Amethi and Rae Bareli in Uttar Pradesh are perhaps the best-known Lok Sabha constituencies in the state. Since 1999, these two constituencies have been represented by Congress leaders Sonia Gandhi and Rahul Gandhi, the daughter-in-law and grandson of Indira Gandhi.
But another constituency in the state, Pilibhit, has been represented by a separate branch of the Gandhi dynasty for even longer – Indira Gandhi’s other daughter-in-law, Maneka Gandhi, and the former prime minister’s other grandson Varun Gandhi have held the seat since 1996.
Though Maneka Gandhi won the Pilibhit seat as a member of the Bharatiya Janata Party in 2014, the organisation decided to have her swap seats with her son Varun for the 2019 polls.
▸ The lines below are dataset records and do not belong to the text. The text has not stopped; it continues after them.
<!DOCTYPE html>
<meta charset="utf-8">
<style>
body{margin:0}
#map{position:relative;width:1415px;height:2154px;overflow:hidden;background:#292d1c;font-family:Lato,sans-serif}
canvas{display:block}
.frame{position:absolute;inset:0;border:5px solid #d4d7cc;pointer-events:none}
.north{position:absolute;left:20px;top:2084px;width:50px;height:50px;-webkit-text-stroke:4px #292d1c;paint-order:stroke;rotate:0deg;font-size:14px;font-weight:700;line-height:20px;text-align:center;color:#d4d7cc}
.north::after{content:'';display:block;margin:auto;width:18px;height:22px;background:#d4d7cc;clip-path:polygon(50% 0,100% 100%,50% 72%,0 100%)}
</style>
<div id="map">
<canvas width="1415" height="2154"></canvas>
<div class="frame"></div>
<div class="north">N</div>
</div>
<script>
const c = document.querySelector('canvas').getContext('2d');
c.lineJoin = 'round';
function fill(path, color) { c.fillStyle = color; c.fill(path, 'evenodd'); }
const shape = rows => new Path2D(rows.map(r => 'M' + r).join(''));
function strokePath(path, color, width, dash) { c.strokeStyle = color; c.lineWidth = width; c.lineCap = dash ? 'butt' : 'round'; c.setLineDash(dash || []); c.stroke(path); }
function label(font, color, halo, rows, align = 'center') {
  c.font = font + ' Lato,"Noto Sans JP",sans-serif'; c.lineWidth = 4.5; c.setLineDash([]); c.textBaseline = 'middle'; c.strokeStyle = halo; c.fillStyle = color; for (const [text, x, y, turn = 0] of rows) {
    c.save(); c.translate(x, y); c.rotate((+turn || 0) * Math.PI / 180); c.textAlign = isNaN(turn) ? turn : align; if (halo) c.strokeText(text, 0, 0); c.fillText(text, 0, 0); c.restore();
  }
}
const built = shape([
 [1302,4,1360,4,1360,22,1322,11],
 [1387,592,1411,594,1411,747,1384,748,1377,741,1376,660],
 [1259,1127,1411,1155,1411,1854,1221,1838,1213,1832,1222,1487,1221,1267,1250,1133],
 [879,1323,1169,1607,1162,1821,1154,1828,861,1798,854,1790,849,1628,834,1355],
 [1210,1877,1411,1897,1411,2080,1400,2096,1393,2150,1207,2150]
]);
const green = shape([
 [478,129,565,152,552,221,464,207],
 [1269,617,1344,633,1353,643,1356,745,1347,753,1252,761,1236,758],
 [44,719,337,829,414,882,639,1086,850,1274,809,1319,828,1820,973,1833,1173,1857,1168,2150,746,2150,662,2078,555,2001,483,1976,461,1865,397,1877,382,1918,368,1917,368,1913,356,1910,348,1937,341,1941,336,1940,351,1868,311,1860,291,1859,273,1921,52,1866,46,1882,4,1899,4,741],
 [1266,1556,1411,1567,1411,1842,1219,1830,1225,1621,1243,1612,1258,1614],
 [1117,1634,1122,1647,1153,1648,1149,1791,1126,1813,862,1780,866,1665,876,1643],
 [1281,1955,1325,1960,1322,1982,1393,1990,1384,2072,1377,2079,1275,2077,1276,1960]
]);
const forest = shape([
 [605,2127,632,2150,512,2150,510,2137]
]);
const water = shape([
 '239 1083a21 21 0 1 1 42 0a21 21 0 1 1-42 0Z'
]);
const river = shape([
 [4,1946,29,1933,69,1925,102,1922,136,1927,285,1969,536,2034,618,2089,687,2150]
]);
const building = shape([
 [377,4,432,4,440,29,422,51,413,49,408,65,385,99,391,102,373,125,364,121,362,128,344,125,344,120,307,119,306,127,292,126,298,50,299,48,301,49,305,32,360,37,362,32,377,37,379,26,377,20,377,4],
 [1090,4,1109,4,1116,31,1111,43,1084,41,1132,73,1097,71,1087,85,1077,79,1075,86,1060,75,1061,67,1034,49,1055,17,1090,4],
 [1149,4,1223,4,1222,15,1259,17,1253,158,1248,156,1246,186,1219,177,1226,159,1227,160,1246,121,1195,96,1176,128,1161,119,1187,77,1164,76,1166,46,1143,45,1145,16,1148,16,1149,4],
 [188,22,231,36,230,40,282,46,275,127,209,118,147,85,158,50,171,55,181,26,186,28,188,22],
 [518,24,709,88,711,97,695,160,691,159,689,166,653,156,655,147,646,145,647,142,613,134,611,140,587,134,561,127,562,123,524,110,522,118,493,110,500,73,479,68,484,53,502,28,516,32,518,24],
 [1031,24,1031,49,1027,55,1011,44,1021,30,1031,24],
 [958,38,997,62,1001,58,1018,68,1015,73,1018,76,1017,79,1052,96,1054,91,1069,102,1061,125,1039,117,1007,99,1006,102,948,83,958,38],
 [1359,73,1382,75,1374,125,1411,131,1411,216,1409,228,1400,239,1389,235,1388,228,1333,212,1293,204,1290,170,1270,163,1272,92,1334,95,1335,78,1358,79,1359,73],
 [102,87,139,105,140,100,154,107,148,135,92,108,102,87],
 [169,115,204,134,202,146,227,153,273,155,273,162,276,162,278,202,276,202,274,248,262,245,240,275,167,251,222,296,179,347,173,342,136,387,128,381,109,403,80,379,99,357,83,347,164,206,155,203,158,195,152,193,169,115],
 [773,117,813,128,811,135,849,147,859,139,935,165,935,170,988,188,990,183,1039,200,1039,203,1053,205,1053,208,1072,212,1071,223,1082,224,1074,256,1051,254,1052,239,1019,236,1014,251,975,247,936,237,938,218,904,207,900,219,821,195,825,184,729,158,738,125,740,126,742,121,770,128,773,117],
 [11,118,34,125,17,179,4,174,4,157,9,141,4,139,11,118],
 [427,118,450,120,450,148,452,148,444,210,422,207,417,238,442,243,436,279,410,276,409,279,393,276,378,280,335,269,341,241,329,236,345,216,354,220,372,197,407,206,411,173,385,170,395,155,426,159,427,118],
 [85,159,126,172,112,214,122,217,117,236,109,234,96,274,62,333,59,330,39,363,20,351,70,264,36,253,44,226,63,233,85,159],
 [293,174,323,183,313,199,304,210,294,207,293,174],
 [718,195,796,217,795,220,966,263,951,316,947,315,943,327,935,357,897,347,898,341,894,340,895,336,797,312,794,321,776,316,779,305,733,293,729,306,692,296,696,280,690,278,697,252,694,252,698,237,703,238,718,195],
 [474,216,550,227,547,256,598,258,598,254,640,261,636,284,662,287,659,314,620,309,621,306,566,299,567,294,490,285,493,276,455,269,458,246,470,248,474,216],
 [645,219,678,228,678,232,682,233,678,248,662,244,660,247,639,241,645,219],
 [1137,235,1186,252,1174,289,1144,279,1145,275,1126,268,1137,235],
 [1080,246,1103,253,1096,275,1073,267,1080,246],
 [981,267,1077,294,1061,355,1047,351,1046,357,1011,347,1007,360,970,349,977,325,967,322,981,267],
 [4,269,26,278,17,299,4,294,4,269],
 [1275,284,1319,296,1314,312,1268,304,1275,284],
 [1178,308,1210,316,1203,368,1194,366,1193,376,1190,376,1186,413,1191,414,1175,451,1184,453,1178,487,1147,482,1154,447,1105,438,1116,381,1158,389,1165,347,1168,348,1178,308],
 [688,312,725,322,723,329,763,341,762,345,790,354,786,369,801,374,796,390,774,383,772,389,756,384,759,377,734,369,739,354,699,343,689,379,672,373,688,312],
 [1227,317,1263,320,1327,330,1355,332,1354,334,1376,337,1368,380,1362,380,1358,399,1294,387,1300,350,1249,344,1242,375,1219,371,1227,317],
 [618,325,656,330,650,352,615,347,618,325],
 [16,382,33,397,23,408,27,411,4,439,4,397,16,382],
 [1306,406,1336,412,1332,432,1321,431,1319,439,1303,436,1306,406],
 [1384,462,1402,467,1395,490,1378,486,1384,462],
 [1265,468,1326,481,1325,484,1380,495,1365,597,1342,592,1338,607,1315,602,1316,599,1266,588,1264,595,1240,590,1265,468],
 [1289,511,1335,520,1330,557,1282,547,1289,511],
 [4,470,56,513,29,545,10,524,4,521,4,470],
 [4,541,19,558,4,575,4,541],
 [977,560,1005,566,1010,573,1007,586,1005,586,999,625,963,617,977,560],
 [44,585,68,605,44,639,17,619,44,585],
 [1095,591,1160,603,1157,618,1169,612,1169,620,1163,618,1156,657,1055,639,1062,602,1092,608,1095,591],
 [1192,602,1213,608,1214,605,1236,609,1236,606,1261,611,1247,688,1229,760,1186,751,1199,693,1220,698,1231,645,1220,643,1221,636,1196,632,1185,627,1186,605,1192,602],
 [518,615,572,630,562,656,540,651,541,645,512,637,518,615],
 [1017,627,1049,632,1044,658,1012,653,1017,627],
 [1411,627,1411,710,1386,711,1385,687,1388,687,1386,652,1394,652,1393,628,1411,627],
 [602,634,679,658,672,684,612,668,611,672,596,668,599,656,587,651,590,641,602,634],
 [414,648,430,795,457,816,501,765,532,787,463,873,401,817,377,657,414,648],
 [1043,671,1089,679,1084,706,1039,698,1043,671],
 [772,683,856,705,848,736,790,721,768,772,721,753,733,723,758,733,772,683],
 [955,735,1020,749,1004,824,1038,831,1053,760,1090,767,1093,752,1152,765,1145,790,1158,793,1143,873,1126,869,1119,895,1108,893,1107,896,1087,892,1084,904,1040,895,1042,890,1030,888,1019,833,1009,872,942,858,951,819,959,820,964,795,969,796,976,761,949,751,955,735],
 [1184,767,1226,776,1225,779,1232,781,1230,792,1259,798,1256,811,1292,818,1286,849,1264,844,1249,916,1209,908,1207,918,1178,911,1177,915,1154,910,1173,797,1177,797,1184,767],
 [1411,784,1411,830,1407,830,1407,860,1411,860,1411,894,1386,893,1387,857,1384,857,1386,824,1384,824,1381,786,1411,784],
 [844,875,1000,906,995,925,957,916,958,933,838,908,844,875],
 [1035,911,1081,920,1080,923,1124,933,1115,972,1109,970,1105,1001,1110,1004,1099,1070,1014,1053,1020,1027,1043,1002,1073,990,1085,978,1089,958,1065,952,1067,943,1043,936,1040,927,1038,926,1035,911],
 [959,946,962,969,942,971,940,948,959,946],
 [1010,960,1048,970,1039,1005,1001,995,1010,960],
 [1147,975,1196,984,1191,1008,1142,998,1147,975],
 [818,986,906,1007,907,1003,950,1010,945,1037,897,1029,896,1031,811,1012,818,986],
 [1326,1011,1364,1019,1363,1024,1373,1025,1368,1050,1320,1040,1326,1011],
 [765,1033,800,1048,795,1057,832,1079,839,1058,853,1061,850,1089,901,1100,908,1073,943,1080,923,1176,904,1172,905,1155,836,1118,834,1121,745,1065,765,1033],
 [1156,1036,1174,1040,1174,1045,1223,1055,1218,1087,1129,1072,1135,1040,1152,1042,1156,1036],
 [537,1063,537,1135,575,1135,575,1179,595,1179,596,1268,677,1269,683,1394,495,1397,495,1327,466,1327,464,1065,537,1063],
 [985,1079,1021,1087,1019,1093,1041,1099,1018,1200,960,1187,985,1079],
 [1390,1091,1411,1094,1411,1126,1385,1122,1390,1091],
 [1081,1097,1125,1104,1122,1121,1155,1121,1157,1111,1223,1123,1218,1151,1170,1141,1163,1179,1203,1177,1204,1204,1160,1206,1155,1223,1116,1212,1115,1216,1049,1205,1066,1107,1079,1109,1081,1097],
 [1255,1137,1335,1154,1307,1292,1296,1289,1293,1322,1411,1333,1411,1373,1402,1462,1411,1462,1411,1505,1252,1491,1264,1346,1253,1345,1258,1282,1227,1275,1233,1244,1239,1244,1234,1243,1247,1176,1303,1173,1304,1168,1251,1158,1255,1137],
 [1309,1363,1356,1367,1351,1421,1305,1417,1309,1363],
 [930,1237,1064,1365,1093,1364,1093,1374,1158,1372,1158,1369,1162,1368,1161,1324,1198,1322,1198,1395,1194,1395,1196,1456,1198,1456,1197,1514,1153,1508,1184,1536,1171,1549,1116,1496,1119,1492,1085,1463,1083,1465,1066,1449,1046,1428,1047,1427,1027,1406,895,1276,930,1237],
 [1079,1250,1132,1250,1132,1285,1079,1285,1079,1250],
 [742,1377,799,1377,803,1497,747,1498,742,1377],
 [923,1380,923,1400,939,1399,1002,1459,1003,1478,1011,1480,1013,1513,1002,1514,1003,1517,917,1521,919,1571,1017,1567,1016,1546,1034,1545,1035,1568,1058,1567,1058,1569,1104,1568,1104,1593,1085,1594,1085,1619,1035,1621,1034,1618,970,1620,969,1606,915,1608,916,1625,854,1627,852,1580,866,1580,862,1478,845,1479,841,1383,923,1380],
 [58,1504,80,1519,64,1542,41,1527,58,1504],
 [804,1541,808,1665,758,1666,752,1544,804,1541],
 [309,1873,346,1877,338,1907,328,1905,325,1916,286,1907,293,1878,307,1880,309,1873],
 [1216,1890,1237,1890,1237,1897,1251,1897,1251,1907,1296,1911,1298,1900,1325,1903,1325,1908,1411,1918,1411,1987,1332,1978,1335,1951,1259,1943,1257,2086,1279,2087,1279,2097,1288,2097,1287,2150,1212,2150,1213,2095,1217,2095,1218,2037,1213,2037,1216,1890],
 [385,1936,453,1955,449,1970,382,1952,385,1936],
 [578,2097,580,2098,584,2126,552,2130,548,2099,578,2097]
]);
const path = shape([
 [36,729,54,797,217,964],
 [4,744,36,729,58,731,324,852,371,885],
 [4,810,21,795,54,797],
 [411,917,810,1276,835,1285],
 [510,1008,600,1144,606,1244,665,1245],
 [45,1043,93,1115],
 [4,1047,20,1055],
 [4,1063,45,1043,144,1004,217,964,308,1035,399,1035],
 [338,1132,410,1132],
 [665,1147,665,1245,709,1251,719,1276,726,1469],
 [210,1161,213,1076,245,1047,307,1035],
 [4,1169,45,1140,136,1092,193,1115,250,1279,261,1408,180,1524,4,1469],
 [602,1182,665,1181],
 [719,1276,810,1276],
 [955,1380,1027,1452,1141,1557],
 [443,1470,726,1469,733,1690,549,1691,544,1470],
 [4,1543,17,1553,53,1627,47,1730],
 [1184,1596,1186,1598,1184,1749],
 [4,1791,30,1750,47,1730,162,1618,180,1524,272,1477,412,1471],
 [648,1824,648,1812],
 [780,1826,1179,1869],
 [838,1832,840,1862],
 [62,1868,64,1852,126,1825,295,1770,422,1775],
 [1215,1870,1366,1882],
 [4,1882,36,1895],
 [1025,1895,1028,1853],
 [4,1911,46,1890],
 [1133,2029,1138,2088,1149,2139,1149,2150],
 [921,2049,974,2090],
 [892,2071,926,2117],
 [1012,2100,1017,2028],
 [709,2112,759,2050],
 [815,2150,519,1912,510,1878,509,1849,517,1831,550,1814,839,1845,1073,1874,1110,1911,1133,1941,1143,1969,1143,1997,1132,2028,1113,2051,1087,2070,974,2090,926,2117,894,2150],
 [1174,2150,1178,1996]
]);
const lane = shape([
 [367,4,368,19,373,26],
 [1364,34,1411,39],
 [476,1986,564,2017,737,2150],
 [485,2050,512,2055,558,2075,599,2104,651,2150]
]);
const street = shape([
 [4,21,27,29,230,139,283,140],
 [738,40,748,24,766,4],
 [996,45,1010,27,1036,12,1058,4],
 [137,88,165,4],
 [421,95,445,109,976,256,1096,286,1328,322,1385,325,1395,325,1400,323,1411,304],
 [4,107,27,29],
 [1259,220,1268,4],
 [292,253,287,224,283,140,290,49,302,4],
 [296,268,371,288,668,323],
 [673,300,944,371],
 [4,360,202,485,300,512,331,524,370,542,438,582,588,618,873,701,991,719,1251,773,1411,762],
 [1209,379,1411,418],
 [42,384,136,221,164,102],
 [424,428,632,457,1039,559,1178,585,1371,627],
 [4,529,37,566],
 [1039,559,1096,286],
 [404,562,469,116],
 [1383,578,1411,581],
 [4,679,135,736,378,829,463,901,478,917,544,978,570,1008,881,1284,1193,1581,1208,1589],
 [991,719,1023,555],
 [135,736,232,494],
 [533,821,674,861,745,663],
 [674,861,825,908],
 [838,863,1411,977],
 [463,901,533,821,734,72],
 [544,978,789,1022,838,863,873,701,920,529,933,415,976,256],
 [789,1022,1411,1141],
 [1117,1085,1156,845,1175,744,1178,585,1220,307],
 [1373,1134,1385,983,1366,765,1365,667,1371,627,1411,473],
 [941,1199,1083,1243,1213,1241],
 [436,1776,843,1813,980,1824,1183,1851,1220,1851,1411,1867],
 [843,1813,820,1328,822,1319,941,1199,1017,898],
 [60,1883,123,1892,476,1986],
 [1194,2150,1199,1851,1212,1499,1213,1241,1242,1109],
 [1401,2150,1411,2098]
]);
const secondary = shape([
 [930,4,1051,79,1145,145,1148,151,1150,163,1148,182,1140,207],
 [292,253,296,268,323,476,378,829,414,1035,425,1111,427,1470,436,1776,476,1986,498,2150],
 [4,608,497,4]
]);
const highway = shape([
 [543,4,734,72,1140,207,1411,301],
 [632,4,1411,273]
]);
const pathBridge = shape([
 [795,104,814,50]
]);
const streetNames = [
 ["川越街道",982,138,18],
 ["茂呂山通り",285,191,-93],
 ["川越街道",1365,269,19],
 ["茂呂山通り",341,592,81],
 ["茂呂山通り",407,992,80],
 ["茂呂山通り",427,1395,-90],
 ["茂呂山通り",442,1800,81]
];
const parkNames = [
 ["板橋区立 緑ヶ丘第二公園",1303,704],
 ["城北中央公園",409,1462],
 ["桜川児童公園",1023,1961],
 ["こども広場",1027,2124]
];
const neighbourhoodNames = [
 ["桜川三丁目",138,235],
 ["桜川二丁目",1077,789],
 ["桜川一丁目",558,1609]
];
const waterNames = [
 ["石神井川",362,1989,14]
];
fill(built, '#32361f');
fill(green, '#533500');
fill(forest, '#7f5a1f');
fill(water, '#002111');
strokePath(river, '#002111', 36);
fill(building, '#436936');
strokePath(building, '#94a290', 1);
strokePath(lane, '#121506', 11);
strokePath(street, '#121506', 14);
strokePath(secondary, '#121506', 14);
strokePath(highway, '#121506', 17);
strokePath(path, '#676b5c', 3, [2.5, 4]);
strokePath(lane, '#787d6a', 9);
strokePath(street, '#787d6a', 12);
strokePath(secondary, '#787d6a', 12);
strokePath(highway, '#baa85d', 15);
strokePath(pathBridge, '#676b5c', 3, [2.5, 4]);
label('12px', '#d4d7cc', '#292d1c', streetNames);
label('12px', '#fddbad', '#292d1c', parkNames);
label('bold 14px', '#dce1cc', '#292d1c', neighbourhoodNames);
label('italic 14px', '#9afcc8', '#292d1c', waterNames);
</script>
As a result, Varun Gandhi contested from Pilibhit while Maneka Gandhi stood from Sultanpur.
The party’s decision is thought to have been made in light of the fact that Maneka Gandhi will have a better chance than her son in navigating the triangular contest in Sultanpur.
In Pilibhit, Varun Gandhi is facing an easier contest against former MLA Hemraj Verma, fielded by the Samajwadi Party-Bahujan Samaj Party alliance.
Varun Gandhi’s opponent Hemraj Verma is from the backward Lodh caste and is banking on the support of the sizeable number of Lodhs, Dalits and Muslims, who constitute about 10 lakh of the 15 lakh voters in the constituency.
A good government college, improved connectivity with nearby districts and a better sewer system were some of the demands of the area’s voters.
Man-animal conflict was a major issue since tigers have killed 25 people since 2017 in 300 villages at the edge of a reserve in the area, the Hindustan Times reported. Though Verma promised to look into these matters and went on a four-day fast last year to demand compensation for the families of people killed in the tiger attacks, it does not seem enough to unseat the Gandhis from Pilibhit.
Triangular contest in Sultanpur
In Sultanpur, Maneka Gandhi has faced a more tricky battle. She was up against Chandra Bhadra Singh alias Sonu Singh of the Bahujan Samaj Party and the “Raja of Amethi” Sanjay Singh of the Congress. Sanjay Singh – a former close associate of Maneka Gandhi’s husband Sanjay Gandhi – represented Sultanpur in Lok Sabha from 2009 to 2014.
Whether the BJP will emerge victorious will depend to a large extent on how votes are divided between the Congress and the alliance of the Samajwadi Party and the Bahujan Samaj Party. The saffron party will also need to win a major chunk of the votes of the constituency’s non-Jatav Dalits and the non-Yadav Other Backward Classes, The New Indian Express noted.
Maneka Gandhi, however, made the contest harder for herself when she was filmed threatening Muslims that they were unlikely to receive her help if they failed to vote for her. “I am winning, but if my victory is without Muslims, I will not feel good, because then there is a bitter feeling,” Gandhi said last month. “If Muslims come for some work after that I will think ‘why bother?’. Because employment is a negotiation after all, isn’t that right? We are not Mahatma Gandhi’s children to keep giving without getting anything in return.”
The Election Commission took notice of the minister’s comments and banned her from campaigning from April 16 to 18.
But Gandhi appeared undeterred by the sanctions and shortly after told voters in Pilibhit that she would grade villages according to the number of votes her son received. Villages that voted for him in larger numbers would receive more development projects, she said.
Varun Gandhi attempted to placate Muslims in Pilibhit after his mother’s speech in Sultanpur, saying he will offer them jobs even if they do not vote for him. However, while campaigning for his mother in Sultanpur, he was caught on video making derogatory remarks about Bahujan Samaj Party candidate Sonu Singh. At a public meeting, he said that it is people like Singh who untie his shoelaces. He claimed that people in a village had told him that they were afraid of Singh and his brother and were reportedly receiving threats at night.